Mo. panel wants performance funding for colleges
Originally published December 8, 2011 at 10:30 a.m., updated December 8, 2011 at 11:45 p.m.
JEFFERSON CITY, Mo. (AP) — Missouri colleges and universities could get extra money for improving graduation rates or meeting other performance criteria under recommendations released Thursday by a state task force.
The proposal presented to the state Coordinating Board for Higher Education suggests that Missouri should start awarding performance-based funding in the 2014 fiscal year. The money would be on top of an institution's base funding and would not exceed 2 or 3 percent of an institution's total state funding in any given year.
Although the state board accepted the recommendations, it will be up to lawmakers to decide whether to carry them out by allocating money in the state budget to fund them.
Missouri's colleges and universities have been hit by a series of budget cuts over the past decade, which the task force report said has resulted in "universally inadequate" funding for institutions.

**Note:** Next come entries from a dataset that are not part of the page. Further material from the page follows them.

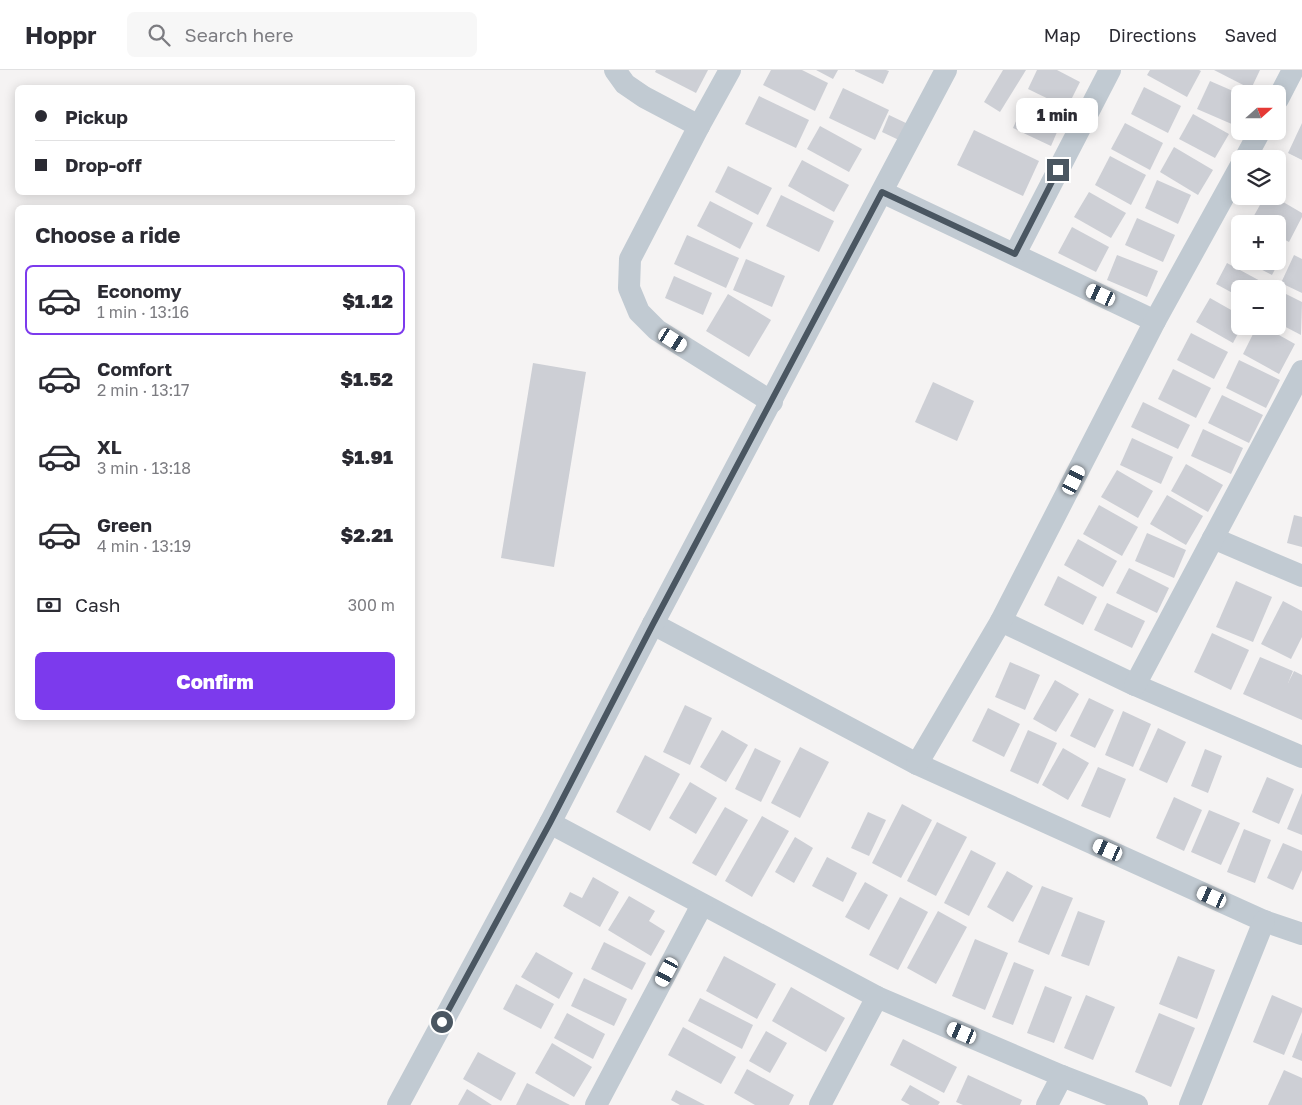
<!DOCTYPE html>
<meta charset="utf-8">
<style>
:root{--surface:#fff;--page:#f7f7f7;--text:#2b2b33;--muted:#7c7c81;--line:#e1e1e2;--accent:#7c3aed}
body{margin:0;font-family:"Golos Text",sans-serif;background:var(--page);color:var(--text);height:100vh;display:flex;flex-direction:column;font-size:19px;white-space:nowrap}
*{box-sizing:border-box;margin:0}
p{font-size:16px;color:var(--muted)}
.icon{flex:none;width:28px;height:28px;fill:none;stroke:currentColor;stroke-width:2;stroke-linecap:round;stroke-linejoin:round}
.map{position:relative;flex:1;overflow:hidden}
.side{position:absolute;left:15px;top:135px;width:400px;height:515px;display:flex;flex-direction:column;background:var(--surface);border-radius:8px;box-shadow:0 2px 12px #0003}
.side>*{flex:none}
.hud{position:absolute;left:15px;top:15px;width:400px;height:110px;border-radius:8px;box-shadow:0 2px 12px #0003;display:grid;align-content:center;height:110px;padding:0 20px;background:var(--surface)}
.needle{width:32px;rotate:69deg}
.tools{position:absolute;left:1231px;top:15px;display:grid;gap:10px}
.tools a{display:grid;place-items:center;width:55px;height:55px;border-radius:8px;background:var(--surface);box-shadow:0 2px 12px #0003;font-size:25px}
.end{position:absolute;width:22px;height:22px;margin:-11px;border:6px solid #4a5661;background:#fff;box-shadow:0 0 0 2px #fff}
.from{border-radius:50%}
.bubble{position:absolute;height:35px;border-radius:8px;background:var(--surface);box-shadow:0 2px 12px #0003;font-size:16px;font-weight:800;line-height:35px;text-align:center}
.car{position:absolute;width:15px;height:30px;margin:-15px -8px;border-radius:6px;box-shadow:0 0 4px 1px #0007;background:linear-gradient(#fff 24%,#345 0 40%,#fff 0 76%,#345 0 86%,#fff 0)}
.hud b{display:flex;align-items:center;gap:18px;height:48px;font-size:19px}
.hud b+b{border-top:1px solid var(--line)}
.hud i{width:12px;height:12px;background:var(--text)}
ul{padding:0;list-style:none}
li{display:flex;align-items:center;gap:15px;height:70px;margin:0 10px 8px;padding:0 10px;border:2px solid transparent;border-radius:8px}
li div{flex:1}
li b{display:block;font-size:19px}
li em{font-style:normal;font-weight:800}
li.active{border-color:var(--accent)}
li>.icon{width:45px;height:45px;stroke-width:1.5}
h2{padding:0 20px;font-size:22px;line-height:60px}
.pay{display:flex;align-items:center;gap:12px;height:55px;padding:0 20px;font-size:19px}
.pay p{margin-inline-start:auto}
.primary-button{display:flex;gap:10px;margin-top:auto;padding:10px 20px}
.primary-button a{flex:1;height:58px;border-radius:8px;background:var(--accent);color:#fff;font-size:20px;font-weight:800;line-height:58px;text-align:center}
header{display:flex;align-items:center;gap:30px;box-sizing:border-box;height:70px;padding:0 25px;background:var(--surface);border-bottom:1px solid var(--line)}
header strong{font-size:24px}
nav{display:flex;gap:28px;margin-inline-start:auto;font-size:18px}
.search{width:350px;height:45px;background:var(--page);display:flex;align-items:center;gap:12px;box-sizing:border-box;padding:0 18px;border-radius:8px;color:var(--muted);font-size:19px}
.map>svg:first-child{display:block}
.building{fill:#cdcfd5}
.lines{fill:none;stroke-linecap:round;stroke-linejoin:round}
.minor{stroke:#c1cad2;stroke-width:22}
.route{stroke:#4a5661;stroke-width:6}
</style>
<header>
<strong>Hoppr</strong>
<div class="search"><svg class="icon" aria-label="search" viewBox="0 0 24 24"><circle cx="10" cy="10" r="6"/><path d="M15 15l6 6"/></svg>Search here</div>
<nav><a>Map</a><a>Directions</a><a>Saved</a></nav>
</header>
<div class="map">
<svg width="1302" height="1035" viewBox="0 0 1302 1035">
<rect width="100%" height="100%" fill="#f5f3f3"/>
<g class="building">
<polygon points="656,0 708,0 696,23 655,2"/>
<polygon points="771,0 802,0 828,13 815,41 763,15"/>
<polygon points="816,0 838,0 833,9"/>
<polygon points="855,0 886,0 889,1 883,14 855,1"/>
<polygon points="1003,0 1026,0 1000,42 984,32"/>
<polygon points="1037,0 1057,0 1080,12 1067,38 1028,19"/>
<polygon points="1150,0 1199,0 1201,1 1187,27 1147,5"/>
<polygon points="1214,0 1260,0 1251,19"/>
<polygon points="1210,11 1240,24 1240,41 1234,55 1197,39"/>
<polygon points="1144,17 1181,36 1168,63 1131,44"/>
<polygon points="843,18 889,40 875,70 829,48"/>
<polygon points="759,26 809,50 796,78 745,54"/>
<polygon points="1026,29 1064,46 1051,76 1013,58"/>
<polygon points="1193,44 1229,64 1215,88 1179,69"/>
<polygon points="889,45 908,54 901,71 882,62"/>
<polygon points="1125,53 1163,73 1150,100 1111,79"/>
<polygon points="1302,53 1302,90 1288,83"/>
<polygon points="820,56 862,79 849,102 807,79"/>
<polygon points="974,60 1039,91 1023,126 957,95"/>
<polygon points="1174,77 1213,100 1198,125 1160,102"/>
<polygon points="1110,86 1146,105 1131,135 1095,115"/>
<polygon points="802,90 849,115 834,142 788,116"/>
<polygon points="728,96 772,118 758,145 715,122"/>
<polygon points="1157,110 1191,125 1178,154 1145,138"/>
<polygon points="1089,122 1126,143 1111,168 1074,147"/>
<polygon points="781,125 834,151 819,182 766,156"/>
<polygon points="1265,126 1273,126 1302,143 1302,147 1289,172 1278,166 1278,154 1256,154 1251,151"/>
<polygon points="710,131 753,153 740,179 697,156"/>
<polygon points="1137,148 1175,165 1163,192 1125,175"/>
<polygon points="1072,157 1109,177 1096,202 1058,183"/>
<polygon points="687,165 739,188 726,218 674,194"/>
<polygon points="1278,174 1286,178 1272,205 1245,191 1278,191"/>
<polygon points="1117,185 1158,201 1147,227 1107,210"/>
<polygon points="1294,185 1302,189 1302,223 1281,213"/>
<polygon points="746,189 785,206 772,237 733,220"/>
<polygon points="1227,193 1264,213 1261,219 1240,219 1240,227 1216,214"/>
<polygon points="674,206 712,223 703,245 665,228"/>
<polygon points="1278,220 1302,232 1301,265 1278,253"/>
<polygon points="728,224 771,250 749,287 706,261"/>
<polygon points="1210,228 1240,245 1240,256 1242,256 1233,273 1196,252"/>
<polygon points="1257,256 1263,256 1295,274 1279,304 1243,284"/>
<polygon points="1191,263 1228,282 1214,309 1177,290"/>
<polygon points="1239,290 1280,310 1266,338 1226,318"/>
<polygon points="533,293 586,302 554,497 501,488"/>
<polygon points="1173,299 1211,318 1196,348 1158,329"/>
<polygon points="933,312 974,331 957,371 915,352"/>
<polygon points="1222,325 1263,345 1249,373 1208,353"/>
<polygon points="1143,332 1190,355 1178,379 1131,357"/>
<polygon points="1203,359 1243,378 1231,404 1191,386"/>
<polygon points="1132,368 1173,387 1161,414 1120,395"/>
<polygon points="1186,394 1223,415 1208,442 1171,421"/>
<polygon points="1117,400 1153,421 1138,448 1101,427"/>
<polygon points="1167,425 1203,446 1186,475 1150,454"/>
<polygon points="1099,435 1138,457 1122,486 1083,464"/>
<polygon points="1294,445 1302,447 1302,477 1287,473"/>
<polygon points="1147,463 1186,480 1174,508 1135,491"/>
<polygon points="1078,469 1117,491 1103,517 1064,495"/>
<polygon points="1129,498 1169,518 1157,543 1116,523"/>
<polygon points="1058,506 1097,527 1083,555 1044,535"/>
<polygon points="1236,511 1272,527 1253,572 1216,557"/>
<polygon points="1283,531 1302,541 1302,567 1291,589 1261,574"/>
<polygon points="1107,533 1145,551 1132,578 1094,560"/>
<polygon points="1212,563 1249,580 1231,620 1194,602"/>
<polygon points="1260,587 1293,601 1288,613 1294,601 1302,605 1302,650 1243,624"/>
<polygon points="1010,592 1040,605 1025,640 995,627"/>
<polygon points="1055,610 1079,624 1056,662 1033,649"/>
<polygon points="1089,628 1114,640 1095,678 1070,666"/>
<polygon points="685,635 712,648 690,695 663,682"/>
<polygon points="988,638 1020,654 1004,687 972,671"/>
<polygon points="1123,641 1151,654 1133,697 1105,685"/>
<polygon points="1158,658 1186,672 1167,713 1139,700"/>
<polygon points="722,660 748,675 726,712 700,697"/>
<polygon points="1028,660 1057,673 1038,714 1010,701"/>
<polygon points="800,677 829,692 800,748 771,733"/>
<polygon points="755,678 781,691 761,732 735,719"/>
<polygon points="1063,678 1089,693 1068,730 1042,715"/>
<polygon points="1205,679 1222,686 1208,723 1191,716"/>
<polygon points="645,685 680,704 650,761 616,742"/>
<polygon points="1098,697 1126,709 1110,748 1081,736"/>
<polygon points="1267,707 1294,719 1279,754 1252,742"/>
<polygon points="690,712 717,728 696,764 669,748"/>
<polygon points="1302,723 1302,765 1287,759"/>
<polygon points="1174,727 1202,740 1184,781 1156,768"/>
<polygon points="902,734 932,750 901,808 872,793"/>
<polygon points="725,737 748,750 716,806 692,793"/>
<polygon points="1209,740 1240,753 1221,795 1191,782"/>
<polygon points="868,742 886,750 869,786 851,778"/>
<polygon points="762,746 789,761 752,827 725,811"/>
<polygon points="937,752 967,767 936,826 907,811"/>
<polygon points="1244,759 1271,770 1255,813 1227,802"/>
<polygon points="795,767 813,778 794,813 775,802"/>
<polygon points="1283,773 1302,781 1302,800 1293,820 1267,808"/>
<polygon points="971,780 996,793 969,846 944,833"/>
<polygon points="827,787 857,803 843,832 812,816"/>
<polygon points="1007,801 1033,816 1013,852 987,837"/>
<polygon points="593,807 619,822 600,857 563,836 570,822 582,828"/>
<polygon points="865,812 888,825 869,860 845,847"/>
<polygon points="1042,816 1073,828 1049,885 1018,872"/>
<polygon points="629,826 655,841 649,851 665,861 651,886 608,860"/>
<polygon points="900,827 928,842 898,900 869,885"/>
<polygon points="938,841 967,857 936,914 907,898"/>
<polygon points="1078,841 1105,851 1089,896 1061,886"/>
<polygon points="975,869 1008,883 985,940 952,926"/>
<polygon points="604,872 646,893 632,920 591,899"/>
<polygon points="536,882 573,903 559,929 521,907"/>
<polygon points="724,886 776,914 757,949 706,921"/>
<polygon points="1178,886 1215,900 1197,949 1159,934"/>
<polygon points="1014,892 1034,900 1013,955 992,947"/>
<polygon points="584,908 627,929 614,956 571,936"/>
<polygon points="516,914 554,934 541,959 503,939"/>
<polygon points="1045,916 1072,927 1054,973 1027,963"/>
<polygon points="791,917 845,948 826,982 772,951"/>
<polygon points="1086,925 1115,937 1093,990 1064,978"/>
<polygon points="1272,925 1302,938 1302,942 1284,985 1253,972"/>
<polygon points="700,928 753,955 742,979 688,951"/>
<polygon points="567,943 605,964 593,989 554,968"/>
<polygon points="1159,943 1195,958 1171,1017 1135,1002"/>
<polygon points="683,957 736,987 721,1014 668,985"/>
<polygon points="766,961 787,973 770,1003 749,991"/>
<polygon points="1302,962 1302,991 1292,987"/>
<polygon points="903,969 957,997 944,1023 890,995"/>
<polygon points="552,973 592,997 574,1027 535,1003"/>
<polygon points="478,982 516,1003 501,1031 463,1009"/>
<polygon points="747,999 794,1025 789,1035 755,1035 734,1023"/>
<polygon points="1284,1000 1302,1008 1302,1035 1268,1035"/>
<polygon points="968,1005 1022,1030 1020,1035 963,1035 956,1032"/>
<polygon points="527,1013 570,1035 516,1035"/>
<polygon points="910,1015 940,1032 938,1035 910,1035 901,1030"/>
<polygon points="467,1019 492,1035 458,1035"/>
<polygon points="676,1020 705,1035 680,1035 671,1030"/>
</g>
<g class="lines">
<g class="minor">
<polyline points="615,0 625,14 644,27 699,56"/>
<polyline points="730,0 699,56 630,189 629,218 639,242 657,260 772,332"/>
<polyline points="1278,29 1293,0"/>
<polyline points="1245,89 1260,61"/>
<polyline points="882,122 1155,251"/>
<polyline points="1015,184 1110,0"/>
<polyline points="1213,468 1302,506"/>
<polyline points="1001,551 1135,615 1302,687"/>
<polyline points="653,554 917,694 1264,851 1302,864"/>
<polyline points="1135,615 1302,301"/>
<polyline points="917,694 1001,551 1155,251 1240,97"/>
<polyline points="550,753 877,927 1062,1006 1137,1035"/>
<polyline points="398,1035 550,753 653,554 946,0"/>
<polyline points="596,1035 702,835"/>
<polyline points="820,1035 877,927"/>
<polyline points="1047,1035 1062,1006"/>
<polyline points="1190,1035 1264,851"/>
</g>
</g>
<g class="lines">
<polyline class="route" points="442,952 550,753 653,554 882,122 1015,184 1058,100"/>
</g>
</svg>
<div class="tools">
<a><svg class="needle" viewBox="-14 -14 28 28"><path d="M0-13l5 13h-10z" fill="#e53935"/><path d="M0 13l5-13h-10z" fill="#7c7c81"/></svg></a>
<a><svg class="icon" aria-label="layers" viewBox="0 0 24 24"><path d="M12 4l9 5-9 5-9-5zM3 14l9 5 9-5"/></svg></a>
<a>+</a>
<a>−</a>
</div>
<i class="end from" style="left:442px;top:952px"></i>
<i class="end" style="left:1058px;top:100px"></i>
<div class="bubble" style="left:1016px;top:28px;width:82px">1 min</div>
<i class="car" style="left:1101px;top:225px;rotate:295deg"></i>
<i class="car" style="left:673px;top:270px;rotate:122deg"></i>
<i class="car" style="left:1074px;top:410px;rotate:27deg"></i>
<i class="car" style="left:1108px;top:780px;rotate:294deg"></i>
<i class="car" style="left:1212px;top:827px;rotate:294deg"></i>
<i class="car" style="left:667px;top:902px;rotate:208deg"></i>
<i class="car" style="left:962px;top:963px;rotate:293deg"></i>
<div class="hud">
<b><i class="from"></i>Pickup</b>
<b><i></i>Drop-off</b>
</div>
<section class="side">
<h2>Choose a ride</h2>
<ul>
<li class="active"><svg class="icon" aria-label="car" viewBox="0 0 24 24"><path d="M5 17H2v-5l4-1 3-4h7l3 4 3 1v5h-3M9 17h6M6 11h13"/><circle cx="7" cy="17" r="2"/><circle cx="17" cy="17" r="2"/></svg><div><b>Economy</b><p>1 min · 13:16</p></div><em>$1.12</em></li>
<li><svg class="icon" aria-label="car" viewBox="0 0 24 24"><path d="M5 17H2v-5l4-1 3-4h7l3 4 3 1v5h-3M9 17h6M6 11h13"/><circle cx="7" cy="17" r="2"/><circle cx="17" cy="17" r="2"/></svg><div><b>Comfort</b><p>2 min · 13:17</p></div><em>$1.52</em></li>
<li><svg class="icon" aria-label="car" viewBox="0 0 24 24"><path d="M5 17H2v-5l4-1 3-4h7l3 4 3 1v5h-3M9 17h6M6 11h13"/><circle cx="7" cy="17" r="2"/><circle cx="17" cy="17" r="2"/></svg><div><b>XL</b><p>3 min · 13:18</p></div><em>$1.91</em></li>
<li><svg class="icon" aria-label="car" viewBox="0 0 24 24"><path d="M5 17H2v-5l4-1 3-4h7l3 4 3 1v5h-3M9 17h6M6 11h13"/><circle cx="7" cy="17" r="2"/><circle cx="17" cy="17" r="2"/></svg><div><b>Green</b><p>4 min · 13:19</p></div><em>$2.21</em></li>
</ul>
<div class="pay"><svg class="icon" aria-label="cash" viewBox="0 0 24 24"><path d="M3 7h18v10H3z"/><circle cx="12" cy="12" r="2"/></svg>Cash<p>300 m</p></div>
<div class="primary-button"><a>Confirm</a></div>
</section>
</div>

In the 2001 fiscal year, the state spent $920 million on higher education institutions, compared with $884 million in the 2011 budget, according to figures from the Department of Higher Education.
The 16-member task force, which was appointed by the state's higher education commissioner, recommended an increase in base funding for colleges and universities in addition to the new performance-based bonuses. Gov. Jay Nixon also has endorsed a funding model that rewards schools for meeting goals.
The task force recommended that each institution be judged on five criteria, which would vary by school.
For community colleges, the recommended criteria would include the number of students who complete a degree within three years or transfer to a university; the percentage of students taking remedial courses in English and math who then successfully complete their first college-level course in those subjects; the percentage of technical-track graduates who pass their required certification exams; and the number of credit hours delivered per $100,000 of state funding.
For public universities, the recommended criteria would include the number of freshman completing 24 credit hours or returning for their sophomore year; the increase in degrees awarded; improvements in education assessments or professional licensure tests; increases in the percentage of total expenses going toward the university's core mission, or success in holding down tuition increases; and an institution-specific goal approved by the state coordinating board.
If implemented, this would mark Missouri's second attempt at performance-based funding for public colleges and universities. A program called "Funding for Results" was launched in the 1994 fiscal year, but it fell by the wayside as state budget cuts began in the early 2000s.